Task brief: Write the records out once more, exactly as they are given.

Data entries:
-------
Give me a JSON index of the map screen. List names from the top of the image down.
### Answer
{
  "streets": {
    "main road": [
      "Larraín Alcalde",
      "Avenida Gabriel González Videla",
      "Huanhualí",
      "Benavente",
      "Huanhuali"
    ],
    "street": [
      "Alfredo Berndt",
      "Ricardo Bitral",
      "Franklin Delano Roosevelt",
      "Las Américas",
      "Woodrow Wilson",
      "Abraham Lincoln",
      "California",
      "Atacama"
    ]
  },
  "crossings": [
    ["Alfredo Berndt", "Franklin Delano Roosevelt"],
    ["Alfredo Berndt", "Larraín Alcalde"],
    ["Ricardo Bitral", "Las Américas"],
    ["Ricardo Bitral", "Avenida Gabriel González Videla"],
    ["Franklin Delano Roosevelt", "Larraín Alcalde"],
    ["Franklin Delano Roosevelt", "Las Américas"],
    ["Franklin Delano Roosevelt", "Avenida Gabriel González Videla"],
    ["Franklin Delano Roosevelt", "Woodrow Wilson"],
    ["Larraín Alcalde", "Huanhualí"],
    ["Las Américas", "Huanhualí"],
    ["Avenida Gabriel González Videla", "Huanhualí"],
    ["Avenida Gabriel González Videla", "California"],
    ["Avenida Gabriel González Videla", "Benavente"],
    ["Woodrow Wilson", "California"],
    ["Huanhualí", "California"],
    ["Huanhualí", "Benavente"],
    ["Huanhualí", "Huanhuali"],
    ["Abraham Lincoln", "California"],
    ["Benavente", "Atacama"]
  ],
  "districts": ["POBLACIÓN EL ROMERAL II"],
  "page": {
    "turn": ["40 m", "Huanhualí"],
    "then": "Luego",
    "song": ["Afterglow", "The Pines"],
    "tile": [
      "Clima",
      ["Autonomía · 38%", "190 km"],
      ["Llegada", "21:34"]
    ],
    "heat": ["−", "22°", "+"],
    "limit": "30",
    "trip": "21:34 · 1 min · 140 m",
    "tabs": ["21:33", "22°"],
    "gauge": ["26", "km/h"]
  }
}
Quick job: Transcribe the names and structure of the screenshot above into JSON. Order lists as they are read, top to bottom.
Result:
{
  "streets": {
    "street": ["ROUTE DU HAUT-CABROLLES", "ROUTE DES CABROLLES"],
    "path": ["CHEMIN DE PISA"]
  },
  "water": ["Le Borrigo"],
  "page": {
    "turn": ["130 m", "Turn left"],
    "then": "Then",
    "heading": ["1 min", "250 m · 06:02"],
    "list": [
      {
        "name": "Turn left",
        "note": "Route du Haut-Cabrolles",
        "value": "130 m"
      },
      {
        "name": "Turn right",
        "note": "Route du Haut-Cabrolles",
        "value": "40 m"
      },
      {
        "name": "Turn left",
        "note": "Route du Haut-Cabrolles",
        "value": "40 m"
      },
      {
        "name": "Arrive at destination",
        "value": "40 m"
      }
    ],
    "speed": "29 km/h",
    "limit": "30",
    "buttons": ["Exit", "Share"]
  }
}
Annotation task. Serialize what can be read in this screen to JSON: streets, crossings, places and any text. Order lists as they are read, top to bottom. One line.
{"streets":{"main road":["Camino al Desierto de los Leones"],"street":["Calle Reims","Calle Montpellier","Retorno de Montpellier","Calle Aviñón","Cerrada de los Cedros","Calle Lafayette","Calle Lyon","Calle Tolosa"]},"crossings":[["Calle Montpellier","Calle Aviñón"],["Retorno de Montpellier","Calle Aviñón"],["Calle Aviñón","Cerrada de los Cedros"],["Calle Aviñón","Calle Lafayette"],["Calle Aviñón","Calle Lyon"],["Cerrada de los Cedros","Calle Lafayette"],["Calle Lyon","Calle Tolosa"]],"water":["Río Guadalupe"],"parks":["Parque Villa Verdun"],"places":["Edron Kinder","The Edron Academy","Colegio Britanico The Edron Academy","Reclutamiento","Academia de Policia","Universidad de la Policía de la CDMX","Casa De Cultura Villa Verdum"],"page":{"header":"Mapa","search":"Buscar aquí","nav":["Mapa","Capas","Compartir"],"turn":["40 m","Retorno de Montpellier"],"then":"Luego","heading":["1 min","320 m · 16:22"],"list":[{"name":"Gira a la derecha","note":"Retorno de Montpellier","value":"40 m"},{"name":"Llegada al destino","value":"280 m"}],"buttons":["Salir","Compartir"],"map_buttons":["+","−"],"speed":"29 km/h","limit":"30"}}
-------
Solution for this exercise:
Give me a JSON index of the map screen. List names from the top of the image down.
### Answer
{
  "streets": {
    "main road": [
      "Larraín Alcalde",
      "Avenida Gabriel González Videla",
      "Huanhualí",
      "Benavente",
      "Huanhuali"
    ],
    "street": [
      "Alfredo Berndt",
      "Ricardo Bitral",
      "Franklin Delano Roosevelt",
      "Las Américas",
      "Woodrow Wilson",
      "Abraham Lincoln",
      "California",
      "Atacama"
    ]
  },
  "crossings": [
    ["Alfredo Berndt", "Franklin Delano Roosevelt"],
    ["Alfredo Berndt", "Larraín Alcalde"],
    ["Ricardo Bitral", "Las Américas"],
    ["Ricardo Bitral", "Avenida Gabriel González Videla"],
    ["Franklin Delano Roosevelt", "Larraín Alcalde"],
    ["Franklin Delano Roosevelt", "Las Américas"],
    ["Franklin Delano Roosevelt", "Avenida Gabriel González Videla"],
    ["Franklin Delano Roosevelt", "Woodrow Wilson"],
    ["Larraín Alcalde", "Huanhualí"],
    ["Las Américas", "Huanhualí"],
    ["Avenida Gabriel González Videla", "Huanhualí"],
    ["Avenida Gabriel González Videla", "California"],
    ["Avenida Gabriel González Videla", "Benavente"],
    ["Woodrow Wilson", "California"],
    ["Huanhualí", "California"],
    ["Huanhualí", "Benavente"],
    ["Huanhualí", "Huanhuali"],
    ["Abraham Lincoln", "California"],
    ["Benavente", "Atacama"]
  ],
  "districts": ["POBLACIÓN EL ROMERAL II"],
  "page": {
    "turn": ["40 m", "Huanhualí"],
    "then": "Luego",
    "song": ["Afterglow", "The Pines"],
    "tile": [
      "Clima",
      ["Autonomía · 38%", "190 km"],
      ["Llegada", "21:34"]
    ],
    "heat": ["−", "22°", "+"],
    "limit": "30",
    "trip": "21:34 · 1 min · 140 m",
    "tabs": ["21:33", "22°"],
    "gauge": ["26", "km/h"]
  }
}
Quick job: Transcribe the names and structure of the screenshot above into JSON. Order lists as they are read, top to bottom.
Result:
{
  "streets": {
    "street": ["ROUTE DU HAUT-CABROLLES", "ROUTE DES CABROLLES"],
    "path": ["CHEMIN DE PISA"]
  },
  "water": ["Le Borrigo"],
  "page": {
    "turn": ["130 m", "Turn left"],
    "then": "Then",
    "heading": ["1 min", "250 m · 06:02"],
    "list": [
      {
        "name": "Turn left",
        "note": "Route du Haut-Cabrolles",
        "value": "130 m"
      },
      {
        "name": "Turn right",
        "note": "Route du Haut-Cabrolles",
        "value": "40 m"
      },
      {
        "name": "Turn left",
        "note": "Route du Haut-Cabrolles",
        "value": "40 m"
      },
      {
        "name": "Arrive at destination",
        "value": "40 m"
      }
    ],
    "speed": "29 km/h",
    "limit": "30",
    "buttons": ["Exit", "Share"]
  }
}
Annotation task. Serialize what can be read in this screen to JSON: streets, crossings, places and any text. Order lists as they are read, top to bottom. One line.
{"streets":{"main road":["Camino al Desierto de los Leones"],"street":["Calle Reims","Calle Montpellier","Retorno de Montpellier","Calle Aviñón","Cerrada de los Cedros","Calle Lafayette","Calle Lyon","Calle Tolosa"]},"crossings":[["Calle Montpellier","Calle Aviñón"],["Retorno de Montpellier","Calle Aviñón"],["Calle Aviñón","Cerrada de los Cedros"],["Calle Aviñón","Calle Lafayette"],["Calle Aviñón","Calle Lyon"],["Cerrada de los Cedros","Calle Lafayette"],["Calle Lyon","Calle Tolosa"]],"water":["Río Guadalupe"],"parks":["Parque Villa Verdun"],"places":["Edron Kinder","The Edron Academy","Colegio Britanico The Edron Academy","Reclutamiento","Academia de Policia","Universidad de la Policía de la CDMX","Casa De Cultura Villa Verdum"],"page":{"header":"Mapa","search":"Buscar aquí","nav":["Mapa","Capas","Compartir"],"turn":["40 m","Retorno de Montpellier"],"then":"Luego","heading":["1 min","320 m · 16:22"],"list":[{"name":"Gira a la derecha","note":"Retorno de Montpellier","value":"40 m"},{"name":"Llegada al destino","value":"280 m"}],"buttons":["Salir","Compartir"],"map_buttons":["+","−"],"speed":"29 km/h","limit":"30"}}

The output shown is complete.